- **Task statement**
From the entries below, retype only the lines from the one with "position:relative; flex:1; overflow:hidden" through the one with "position:absolute; display:grid; place-items:center;", exactly as written.

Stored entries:
= Beginning of Section =

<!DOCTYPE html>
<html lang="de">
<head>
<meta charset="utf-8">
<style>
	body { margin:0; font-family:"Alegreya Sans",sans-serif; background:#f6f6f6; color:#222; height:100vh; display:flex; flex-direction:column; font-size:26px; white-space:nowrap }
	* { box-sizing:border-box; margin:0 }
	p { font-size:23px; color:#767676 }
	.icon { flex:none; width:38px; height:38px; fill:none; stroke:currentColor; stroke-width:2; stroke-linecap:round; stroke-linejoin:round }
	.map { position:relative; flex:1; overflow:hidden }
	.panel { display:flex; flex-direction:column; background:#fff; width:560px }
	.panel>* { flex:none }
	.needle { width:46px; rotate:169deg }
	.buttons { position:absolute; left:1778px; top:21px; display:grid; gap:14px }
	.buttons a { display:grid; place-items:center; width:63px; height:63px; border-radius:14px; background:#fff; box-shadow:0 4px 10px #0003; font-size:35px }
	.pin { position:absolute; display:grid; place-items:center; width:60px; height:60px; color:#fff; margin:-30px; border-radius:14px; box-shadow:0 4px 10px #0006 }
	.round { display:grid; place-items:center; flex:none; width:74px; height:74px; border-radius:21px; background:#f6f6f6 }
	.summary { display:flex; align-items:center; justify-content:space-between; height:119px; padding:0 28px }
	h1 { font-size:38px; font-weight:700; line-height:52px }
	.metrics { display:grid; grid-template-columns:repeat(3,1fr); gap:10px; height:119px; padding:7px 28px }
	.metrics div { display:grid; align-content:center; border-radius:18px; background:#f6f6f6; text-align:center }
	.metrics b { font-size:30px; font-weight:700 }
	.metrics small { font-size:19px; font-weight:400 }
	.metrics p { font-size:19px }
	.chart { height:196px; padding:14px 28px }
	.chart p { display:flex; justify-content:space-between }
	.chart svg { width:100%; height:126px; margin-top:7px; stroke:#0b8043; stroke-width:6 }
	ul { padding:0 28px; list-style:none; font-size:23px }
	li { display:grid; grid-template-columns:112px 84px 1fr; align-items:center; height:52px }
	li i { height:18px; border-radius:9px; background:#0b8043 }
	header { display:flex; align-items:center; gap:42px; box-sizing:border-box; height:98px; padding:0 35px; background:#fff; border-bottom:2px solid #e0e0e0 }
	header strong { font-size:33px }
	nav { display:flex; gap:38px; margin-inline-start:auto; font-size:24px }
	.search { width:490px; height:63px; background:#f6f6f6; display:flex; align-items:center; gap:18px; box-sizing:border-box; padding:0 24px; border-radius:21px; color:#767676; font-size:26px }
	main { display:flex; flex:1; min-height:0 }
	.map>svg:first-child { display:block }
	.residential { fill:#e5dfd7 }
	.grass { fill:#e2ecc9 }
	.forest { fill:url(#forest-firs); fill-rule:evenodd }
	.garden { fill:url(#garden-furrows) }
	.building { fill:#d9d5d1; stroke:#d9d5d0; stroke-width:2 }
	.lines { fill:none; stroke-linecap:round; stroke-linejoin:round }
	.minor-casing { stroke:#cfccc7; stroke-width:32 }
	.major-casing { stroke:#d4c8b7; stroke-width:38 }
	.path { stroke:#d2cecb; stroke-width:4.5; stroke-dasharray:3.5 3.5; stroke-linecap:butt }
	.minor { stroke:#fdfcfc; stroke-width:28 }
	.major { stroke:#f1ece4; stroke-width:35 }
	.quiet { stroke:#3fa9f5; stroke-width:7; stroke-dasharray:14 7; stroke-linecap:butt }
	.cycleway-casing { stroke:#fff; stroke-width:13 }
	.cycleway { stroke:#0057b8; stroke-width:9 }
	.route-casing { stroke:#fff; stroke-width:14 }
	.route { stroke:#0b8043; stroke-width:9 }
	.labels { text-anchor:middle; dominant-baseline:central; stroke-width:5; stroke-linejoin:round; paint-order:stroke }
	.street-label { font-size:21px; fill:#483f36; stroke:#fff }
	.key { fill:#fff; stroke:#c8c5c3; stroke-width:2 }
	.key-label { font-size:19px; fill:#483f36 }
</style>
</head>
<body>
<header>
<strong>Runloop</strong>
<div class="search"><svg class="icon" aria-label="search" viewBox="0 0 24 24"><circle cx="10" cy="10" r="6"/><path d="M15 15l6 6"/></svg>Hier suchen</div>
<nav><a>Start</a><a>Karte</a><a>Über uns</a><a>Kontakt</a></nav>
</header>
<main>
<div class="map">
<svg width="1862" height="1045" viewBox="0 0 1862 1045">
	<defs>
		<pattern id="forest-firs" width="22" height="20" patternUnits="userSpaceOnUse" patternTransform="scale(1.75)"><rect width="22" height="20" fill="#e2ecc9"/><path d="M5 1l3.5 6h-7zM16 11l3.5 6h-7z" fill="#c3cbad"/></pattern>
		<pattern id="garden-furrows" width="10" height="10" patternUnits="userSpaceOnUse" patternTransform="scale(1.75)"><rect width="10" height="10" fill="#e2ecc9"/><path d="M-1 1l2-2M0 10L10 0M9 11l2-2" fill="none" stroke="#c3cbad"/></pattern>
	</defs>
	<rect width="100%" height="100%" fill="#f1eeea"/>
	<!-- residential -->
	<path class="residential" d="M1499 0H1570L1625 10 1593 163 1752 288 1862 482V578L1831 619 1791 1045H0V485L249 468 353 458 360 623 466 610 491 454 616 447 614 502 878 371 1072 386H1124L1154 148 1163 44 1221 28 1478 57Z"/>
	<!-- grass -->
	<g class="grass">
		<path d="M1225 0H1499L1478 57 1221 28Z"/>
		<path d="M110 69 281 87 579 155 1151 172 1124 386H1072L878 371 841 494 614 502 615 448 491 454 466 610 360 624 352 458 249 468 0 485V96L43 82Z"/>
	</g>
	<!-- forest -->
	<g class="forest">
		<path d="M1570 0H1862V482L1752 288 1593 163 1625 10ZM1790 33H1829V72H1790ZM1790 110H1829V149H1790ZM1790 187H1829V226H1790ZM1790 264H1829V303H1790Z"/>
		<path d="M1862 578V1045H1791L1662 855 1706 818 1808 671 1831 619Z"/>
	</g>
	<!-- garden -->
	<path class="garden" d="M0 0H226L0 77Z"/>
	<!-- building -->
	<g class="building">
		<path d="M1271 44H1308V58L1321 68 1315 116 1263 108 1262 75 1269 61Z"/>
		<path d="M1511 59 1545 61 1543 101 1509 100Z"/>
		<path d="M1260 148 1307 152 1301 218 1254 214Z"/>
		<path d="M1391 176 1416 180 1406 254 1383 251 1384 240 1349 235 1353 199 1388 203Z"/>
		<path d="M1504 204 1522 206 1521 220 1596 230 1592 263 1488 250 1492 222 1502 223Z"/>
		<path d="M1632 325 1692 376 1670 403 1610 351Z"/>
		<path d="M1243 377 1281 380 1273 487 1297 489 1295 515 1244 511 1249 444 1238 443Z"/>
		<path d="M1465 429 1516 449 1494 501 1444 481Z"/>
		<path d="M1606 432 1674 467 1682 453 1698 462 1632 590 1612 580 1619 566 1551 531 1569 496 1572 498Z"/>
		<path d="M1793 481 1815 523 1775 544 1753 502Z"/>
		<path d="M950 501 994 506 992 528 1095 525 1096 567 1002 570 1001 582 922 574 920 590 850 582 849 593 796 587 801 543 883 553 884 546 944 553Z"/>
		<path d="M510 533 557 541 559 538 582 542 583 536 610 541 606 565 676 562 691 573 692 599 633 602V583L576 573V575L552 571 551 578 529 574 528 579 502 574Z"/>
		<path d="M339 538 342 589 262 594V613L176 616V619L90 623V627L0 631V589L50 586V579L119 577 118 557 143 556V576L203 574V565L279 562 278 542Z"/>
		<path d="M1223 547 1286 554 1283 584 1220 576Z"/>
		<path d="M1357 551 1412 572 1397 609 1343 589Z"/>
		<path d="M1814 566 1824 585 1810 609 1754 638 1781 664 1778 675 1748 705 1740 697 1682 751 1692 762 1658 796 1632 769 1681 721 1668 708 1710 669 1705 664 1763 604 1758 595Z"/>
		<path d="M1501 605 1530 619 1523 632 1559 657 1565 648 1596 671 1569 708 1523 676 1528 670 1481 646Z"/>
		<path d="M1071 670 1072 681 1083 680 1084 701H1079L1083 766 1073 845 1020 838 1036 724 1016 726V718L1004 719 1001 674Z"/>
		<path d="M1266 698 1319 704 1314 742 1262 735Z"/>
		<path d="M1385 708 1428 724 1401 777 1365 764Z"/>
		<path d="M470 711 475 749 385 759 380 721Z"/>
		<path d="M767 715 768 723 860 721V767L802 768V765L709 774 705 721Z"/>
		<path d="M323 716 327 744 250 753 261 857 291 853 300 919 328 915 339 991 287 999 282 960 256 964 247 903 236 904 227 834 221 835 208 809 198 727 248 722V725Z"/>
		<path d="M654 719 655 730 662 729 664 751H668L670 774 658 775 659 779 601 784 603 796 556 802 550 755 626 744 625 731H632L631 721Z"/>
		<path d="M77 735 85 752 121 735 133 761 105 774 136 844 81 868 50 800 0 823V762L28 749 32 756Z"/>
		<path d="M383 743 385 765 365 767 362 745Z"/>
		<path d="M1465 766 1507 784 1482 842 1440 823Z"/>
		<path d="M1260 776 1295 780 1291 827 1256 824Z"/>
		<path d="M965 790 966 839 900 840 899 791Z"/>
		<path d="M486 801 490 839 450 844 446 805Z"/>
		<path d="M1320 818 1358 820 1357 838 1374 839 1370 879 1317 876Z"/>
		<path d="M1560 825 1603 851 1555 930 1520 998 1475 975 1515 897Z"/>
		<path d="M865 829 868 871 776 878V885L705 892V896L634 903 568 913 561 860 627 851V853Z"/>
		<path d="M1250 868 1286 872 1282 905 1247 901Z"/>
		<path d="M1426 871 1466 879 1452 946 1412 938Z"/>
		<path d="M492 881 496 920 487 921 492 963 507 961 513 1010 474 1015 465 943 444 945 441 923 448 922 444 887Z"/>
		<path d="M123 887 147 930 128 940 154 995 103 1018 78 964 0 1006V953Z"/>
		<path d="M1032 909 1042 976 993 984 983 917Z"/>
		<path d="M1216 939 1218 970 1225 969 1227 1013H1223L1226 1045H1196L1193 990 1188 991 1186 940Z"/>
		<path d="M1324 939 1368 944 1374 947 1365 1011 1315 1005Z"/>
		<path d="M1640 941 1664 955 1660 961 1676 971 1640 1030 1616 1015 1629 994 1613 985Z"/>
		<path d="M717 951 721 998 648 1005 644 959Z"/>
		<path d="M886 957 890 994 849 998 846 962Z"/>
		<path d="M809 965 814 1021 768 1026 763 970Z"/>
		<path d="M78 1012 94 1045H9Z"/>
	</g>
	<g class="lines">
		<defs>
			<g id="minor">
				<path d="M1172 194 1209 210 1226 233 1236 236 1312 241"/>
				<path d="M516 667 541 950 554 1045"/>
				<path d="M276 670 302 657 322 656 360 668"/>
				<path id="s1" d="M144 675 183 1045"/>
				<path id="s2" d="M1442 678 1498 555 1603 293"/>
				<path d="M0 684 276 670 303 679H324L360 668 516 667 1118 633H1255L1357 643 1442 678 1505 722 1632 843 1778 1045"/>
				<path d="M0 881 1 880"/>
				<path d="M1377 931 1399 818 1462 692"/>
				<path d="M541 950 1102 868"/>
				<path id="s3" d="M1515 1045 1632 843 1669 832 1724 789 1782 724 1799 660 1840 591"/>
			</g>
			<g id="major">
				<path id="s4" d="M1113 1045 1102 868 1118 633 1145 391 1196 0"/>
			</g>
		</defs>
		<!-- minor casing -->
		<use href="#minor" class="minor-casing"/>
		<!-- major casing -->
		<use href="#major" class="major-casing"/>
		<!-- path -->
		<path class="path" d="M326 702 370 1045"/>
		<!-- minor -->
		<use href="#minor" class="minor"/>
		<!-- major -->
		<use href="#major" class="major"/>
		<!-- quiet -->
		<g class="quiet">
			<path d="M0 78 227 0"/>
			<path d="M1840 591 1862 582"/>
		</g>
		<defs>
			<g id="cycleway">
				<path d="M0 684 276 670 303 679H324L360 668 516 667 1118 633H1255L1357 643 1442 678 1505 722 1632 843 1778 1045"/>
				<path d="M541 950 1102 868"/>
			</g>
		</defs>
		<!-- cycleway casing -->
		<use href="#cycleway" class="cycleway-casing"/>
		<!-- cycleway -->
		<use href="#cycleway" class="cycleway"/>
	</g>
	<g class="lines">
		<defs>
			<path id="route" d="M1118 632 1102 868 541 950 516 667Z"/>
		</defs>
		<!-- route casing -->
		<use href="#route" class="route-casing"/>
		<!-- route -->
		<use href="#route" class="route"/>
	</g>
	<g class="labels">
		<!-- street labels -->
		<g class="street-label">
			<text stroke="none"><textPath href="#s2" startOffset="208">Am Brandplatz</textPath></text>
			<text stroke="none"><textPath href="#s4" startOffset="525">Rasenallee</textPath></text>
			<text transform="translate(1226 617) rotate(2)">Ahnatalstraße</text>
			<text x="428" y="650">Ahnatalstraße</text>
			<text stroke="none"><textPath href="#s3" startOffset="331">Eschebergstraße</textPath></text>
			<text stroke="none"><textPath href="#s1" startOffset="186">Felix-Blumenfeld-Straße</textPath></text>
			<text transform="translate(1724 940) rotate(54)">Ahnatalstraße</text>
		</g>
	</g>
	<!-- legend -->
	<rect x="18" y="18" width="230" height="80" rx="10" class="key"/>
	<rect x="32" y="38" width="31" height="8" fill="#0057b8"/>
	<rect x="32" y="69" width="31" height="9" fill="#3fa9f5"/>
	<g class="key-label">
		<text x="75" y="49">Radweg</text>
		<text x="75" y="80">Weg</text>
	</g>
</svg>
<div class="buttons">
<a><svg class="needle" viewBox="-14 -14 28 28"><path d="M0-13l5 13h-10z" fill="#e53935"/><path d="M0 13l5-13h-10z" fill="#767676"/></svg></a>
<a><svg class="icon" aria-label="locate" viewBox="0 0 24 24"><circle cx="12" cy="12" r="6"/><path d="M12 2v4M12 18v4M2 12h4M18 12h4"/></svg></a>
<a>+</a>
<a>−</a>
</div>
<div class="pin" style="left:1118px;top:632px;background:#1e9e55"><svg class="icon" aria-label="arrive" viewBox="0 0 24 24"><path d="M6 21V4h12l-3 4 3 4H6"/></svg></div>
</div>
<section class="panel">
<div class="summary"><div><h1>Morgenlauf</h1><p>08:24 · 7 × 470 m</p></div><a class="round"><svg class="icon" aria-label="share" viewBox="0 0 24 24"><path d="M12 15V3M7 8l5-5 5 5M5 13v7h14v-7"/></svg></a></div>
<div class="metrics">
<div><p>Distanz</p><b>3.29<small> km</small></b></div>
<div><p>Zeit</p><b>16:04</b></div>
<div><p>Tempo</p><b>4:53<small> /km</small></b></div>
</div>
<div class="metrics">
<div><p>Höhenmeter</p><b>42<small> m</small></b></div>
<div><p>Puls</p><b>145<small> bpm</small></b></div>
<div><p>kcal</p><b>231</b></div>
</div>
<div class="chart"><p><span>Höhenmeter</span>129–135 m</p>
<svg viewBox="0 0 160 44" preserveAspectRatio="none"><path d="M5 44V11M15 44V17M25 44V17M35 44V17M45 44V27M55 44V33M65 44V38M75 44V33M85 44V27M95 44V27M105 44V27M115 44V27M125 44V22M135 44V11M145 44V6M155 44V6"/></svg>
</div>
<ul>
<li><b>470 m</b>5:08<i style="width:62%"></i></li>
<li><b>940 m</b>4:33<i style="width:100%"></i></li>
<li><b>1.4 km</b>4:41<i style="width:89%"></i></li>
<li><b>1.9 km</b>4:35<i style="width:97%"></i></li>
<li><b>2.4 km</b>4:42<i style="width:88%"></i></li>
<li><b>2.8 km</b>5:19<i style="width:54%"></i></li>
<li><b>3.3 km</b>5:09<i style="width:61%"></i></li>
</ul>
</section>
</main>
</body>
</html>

= End of Section =

- **Answer for this exercise**
	.map { position:relative; flex:1; overflow:hidden }
	.panel { display:flex; flex-direction:column; background:#fff; width:560px }
	.panel>* { flex:none }
	.needle { width:46px; rotate:169deg }
	.buttons { position:absolute; left:1778px; top:21px; display:grid; gap:14px }
	.buttons a { display:grid; place-items:center; width:63px; height:63px; border-radius:14px; background:#fff; box-shadow:0 4px 10px #0003; font-size:35px }
	.pin { position:absolute; display:grid; place-items:center; width:60px; height:60px; color:#fff; margin:-30px; border-radius:14px; box-shadow:0 4px 10px #0006 }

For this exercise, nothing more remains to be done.